Plus léger sinon, le clip de la chanson Bad, de Mickael Jackson, que vous avez probablement déjà vu mais dont vous ignoriez peut-être qu’il avait été réalisé par Scorsese, est également projeté. Sur grand écran, ça claque pas mal.
(Bad, Michael Jackson)
Mais l’événement, c’est aussi l’exposition créée pour l’occasion par la Cinémathèque, présentée comme la première sur le sujet, et qui a été constituée à partir d’éléments empruntés à des collections privées, en premier lieu celles du réalisateur lui-même.
Après la première salle, qui projette un mashup de différents films de Scorsese – (Raging Bull, La Dernière Tentation du Christ, etc), le début de l’exposition nous plonge dans la famille de Scorsese (et tout particulièrement sa « mama », actrice dans ses premiers films), son enfance, mais aussi et surtout la façon dont les liens familiaux sont traités dans ces films.
En effet, l’approche choisie pour présenter l’œuvre du réalisateur est thématique : l’exposition est ainsi découpée entre les différents thèmes présents dans l’œuvre de Scorsese – la famille donc, mais aussi la religion, la ville de New- York, le cinéma… -, preuves visuelles à l’appui.
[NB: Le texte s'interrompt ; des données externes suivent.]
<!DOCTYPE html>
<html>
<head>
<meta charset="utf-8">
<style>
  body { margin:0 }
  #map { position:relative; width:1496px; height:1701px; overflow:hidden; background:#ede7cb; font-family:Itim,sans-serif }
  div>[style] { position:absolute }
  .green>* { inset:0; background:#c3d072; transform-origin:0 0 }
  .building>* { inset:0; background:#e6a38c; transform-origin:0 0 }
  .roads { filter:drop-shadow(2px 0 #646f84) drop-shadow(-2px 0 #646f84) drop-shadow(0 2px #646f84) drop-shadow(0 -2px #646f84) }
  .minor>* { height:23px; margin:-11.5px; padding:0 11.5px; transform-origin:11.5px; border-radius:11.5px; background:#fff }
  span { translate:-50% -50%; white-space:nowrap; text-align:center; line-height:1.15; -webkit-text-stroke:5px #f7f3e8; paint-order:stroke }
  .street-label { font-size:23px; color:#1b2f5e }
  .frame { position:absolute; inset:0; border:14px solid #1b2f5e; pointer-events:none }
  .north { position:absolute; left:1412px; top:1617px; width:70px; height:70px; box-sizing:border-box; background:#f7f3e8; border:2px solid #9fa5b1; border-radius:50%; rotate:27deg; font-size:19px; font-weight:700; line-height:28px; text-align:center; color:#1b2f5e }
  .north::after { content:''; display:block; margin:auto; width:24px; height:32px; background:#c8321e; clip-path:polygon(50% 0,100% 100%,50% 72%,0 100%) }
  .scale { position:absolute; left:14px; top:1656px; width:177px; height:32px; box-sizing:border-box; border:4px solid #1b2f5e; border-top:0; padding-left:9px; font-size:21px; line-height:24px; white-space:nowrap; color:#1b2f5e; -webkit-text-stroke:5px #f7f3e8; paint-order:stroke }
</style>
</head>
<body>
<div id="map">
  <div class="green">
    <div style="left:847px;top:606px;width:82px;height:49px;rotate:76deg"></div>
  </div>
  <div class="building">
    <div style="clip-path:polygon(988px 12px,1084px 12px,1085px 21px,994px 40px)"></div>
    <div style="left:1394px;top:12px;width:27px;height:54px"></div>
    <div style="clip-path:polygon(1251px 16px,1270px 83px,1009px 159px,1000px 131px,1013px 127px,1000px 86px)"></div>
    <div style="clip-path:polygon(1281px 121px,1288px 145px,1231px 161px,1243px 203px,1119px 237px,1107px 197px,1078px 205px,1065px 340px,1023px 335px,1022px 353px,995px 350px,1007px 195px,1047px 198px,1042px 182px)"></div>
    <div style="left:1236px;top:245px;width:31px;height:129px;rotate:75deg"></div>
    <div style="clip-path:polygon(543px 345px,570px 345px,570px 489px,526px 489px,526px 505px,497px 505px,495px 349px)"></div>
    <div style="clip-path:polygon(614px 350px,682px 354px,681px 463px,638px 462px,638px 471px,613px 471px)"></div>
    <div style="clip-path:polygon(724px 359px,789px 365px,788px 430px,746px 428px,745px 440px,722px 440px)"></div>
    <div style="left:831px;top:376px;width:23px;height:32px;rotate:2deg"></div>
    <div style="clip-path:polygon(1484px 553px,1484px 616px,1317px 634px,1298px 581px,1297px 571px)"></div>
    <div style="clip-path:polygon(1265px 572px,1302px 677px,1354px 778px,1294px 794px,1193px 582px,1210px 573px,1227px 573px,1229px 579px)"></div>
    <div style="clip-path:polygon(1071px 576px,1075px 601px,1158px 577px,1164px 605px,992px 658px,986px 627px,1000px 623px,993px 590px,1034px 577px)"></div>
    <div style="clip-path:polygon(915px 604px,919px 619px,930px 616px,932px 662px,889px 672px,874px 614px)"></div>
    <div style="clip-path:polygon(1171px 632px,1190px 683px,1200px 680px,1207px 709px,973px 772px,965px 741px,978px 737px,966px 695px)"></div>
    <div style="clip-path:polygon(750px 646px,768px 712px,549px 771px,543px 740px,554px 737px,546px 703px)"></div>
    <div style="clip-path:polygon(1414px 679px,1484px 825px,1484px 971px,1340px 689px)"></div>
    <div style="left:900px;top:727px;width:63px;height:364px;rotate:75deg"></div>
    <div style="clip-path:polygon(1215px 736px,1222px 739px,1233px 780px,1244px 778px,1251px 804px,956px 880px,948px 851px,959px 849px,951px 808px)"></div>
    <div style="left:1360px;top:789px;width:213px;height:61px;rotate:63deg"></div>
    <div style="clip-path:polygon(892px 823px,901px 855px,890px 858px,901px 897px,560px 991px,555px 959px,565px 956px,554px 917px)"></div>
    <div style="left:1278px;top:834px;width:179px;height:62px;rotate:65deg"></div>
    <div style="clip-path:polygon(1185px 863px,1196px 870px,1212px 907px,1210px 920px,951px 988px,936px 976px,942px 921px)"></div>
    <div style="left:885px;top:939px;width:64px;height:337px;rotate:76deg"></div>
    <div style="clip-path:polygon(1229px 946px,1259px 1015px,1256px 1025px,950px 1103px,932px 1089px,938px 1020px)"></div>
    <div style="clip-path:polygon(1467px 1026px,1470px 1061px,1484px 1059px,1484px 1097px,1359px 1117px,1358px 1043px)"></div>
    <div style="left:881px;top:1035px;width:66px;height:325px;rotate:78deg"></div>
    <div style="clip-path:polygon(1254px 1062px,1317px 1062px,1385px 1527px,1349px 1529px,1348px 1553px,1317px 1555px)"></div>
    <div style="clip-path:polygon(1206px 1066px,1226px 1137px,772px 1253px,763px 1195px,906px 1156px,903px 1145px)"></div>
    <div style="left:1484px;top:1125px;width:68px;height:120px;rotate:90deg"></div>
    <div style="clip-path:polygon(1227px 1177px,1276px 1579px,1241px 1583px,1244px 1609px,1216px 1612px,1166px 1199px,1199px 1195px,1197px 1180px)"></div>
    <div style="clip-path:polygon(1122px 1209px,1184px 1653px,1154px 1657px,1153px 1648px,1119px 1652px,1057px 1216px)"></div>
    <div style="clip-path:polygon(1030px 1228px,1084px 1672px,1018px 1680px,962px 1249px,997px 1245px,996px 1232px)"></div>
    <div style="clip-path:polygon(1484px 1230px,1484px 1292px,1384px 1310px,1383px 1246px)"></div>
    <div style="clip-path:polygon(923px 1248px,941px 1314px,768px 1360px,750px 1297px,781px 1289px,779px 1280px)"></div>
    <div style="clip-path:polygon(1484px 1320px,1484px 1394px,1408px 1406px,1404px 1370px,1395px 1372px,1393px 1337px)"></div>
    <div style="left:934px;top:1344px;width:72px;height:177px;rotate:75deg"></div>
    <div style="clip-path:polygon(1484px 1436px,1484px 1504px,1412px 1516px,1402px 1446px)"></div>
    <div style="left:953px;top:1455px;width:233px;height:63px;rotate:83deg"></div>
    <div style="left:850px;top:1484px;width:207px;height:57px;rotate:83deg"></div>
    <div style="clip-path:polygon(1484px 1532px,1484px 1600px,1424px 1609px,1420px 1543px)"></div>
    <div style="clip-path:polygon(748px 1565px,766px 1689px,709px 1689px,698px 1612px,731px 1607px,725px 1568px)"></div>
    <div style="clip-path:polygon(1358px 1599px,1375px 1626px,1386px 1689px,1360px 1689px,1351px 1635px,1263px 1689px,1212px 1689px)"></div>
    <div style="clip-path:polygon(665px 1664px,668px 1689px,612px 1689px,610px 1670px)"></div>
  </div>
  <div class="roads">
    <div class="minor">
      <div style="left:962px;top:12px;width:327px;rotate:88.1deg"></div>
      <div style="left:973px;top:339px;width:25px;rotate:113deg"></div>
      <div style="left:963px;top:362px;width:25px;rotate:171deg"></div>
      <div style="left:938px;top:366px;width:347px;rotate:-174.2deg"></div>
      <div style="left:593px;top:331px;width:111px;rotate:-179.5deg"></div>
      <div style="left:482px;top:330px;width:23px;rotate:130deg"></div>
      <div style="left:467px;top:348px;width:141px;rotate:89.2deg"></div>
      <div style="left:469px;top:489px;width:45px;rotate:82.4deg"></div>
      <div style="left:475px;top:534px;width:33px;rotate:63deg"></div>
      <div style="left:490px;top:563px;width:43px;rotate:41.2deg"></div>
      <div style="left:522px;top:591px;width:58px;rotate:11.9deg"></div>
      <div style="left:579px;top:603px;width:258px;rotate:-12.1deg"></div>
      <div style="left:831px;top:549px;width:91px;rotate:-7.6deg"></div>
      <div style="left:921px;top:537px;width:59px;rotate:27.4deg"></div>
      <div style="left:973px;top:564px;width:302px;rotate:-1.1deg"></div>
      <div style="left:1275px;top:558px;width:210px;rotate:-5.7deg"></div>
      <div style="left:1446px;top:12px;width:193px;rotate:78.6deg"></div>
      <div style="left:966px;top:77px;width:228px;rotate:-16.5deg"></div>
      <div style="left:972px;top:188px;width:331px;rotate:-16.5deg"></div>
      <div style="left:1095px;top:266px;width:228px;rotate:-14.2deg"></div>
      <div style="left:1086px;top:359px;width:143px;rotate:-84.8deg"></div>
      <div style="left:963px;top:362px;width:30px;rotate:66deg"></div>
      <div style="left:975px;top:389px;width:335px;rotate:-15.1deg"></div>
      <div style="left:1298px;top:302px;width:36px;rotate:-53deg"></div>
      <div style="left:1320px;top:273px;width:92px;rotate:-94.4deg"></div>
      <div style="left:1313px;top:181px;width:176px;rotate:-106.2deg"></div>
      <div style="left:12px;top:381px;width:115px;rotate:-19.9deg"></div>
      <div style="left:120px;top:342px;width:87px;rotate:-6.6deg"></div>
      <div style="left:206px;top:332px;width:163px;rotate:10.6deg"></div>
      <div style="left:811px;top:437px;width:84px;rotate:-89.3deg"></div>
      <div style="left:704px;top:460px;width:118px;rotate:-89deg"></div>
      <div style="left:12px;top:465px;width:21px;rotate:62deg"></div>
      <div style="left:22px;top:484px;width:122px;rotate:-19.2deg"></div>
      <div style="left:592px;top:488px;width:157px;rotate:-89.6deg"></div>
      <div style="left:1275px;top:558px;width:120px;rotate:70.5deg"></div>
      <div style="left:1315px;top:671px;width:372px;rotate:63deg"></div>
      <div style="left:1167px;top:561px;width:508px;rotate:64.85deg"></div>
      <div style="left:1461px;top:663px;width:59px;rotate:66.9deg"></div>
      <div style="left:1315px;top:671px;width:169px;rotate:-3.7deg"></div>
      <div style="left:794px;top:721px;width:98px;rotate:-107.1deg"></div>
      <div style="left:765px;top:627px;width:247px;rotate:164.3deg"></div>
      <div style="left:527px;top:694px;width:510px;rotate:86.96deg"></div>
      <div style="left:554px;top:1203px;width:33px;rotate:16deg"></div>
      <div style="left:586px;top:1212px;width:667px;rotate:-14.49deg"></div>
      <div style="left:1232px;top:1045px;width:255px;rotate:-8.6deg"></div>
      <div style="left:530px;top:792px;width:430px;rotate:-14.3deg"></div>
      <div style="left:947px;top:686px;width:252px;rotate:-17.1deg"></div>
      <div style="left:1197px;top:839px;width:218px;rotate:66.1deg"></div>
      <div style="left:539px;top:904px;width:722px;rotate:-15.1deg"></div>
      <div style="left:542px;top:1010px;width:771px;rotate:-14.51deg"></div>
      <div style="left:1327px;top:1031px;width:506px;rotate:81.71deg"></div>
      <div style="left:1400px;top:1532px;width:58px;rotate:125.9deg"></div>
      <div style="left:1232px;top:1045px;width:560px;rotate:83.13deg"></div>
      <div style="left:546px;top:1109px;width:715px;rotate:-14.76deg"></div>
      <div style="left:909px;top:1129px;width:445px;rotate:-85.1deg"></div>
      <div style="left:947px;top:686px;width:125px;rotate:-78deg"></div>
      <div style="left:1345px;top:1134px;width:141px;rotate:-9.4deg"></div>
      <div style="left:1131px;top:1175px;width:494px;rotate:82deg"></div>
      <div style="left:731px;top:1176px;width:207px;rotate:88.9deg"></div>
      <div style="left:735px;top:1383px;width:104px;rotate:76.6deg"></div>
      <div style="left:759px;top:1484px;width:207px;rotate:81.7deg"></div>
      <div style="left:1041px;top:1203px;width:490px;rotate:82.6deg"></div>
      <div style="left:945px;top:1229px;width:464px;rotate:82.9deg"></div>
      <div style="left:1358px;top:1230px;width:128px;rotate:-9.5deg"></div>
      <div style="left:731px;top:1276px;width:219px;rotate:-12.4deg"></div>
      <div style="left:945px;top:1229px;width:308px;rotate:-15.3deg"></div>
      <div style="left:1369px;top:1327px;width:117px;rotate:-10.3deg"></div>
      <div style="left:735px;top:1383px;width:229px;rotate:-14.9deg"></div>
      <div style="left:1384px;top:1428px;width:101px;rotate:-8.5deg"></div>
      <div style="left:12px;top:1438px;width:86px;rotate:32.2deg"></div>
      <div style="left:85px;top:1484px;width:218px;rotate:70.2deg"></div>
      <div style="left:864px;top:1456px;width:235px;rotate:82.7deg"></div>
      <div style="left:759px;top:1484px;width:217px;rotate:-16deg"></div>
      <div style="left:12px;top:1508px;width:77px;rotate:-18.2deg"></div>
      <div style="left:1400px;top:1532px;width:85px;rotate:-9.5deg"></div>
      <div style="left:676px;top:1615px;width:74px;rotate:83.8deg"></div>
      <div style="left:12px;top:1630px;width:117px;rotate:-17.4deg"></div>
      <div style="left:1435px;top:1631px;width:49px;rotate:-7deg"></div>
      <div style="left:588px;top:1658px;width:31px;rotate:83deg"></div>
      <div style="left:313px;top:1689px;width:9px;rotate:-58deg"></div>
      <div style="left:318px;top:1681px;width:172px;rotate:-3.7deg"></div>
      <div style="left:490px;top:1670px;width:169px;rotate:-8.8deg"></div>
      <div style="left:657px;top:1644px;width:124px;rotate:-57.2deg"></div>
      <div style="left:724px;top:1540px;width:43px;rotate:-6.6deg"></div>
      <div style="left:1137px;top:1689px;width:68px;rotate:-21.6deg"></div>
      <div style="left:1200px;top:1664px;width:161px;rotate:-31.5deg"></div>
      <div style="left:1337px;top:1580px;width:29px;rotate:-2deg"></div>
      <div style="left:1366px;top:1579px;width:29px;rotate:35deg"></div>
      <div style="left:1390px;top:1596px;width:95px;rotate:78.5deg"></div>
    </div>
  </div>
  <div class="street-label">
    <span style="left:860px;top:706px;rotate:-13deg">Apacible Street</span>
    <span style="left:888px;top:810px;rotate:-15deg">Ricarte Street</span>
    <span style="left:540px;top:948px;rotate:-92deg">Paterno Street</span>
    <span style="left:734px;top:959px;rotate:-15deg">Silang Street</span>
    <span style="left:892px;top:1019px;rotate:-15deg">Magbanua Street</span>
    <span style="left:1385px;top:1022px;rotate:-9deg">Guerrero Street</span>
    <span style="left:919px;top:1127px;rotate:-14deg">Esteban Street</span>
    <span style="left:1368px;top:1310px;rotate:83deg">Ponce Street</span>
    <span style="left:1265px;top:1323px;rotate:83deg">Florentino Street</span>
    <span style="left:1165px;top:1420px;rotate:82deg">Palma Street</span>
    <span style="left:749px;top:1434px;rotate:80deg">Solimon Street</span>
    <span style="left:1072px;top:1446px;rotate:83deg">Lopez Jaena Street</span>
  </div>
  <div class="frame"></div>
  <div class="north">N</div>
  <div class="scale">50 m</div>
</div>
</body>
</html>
L’intérêt de ce parti pris est qu’il permet d’embrasser l’ensemble de la filmographie du réalisateur, sans trop frustrer ceux qui ne connaissent pas ou peu ou le réalisateur, puisqu’ils ont ainsi l’occasion de découvrir les sujets phares de son œuvre et de se familiariser avec son esthétique .
La scénographie de l’exposition est classique : exposition de nombreux objets, qui ont traits à la vie personnelle du réalisateur mais aussi et surtout aux processus de création de ses films – scripts annotés, photographies de tournage , croquis de décors et de costumes (à voir absolument, ceux de Gangs of New York, sublimes)… – ainsi que projections d’extraits pour appuyer le propos. Une très bonne initiative des exposants est la création d’une maquette de la ville de New York, où sont indiqués par des fils rouges les différents quartiers où se situent les films de Scorsese (Little Italy, bien sûr, mais pas seulement) – l’occasion de visualiser autrement le territoire où se déroulent nombre de ses intrigues.
L’exposition ne se targue pas vraiment d’analyser de manière approfondie la façon dont Scorsese conçoit et filme ses longs-métrages, à l’exception d’une scène précise de Raging Bull , dont on nous présente le story-board. Surprise : même une scène de combat de boxe peut cacher une nouvelle référence à Psychose.
(Robert de Niro dans Raging Bull)
Une exposition plutôt bien menée en somme, idéale pour avoir une vue d’ensemble de l’œuvre de Scorsese, mais qui frustrera peut être les cinéphiles très passionnés du réalisateur, qui courent le risque de ne pas y apprendre grand chose.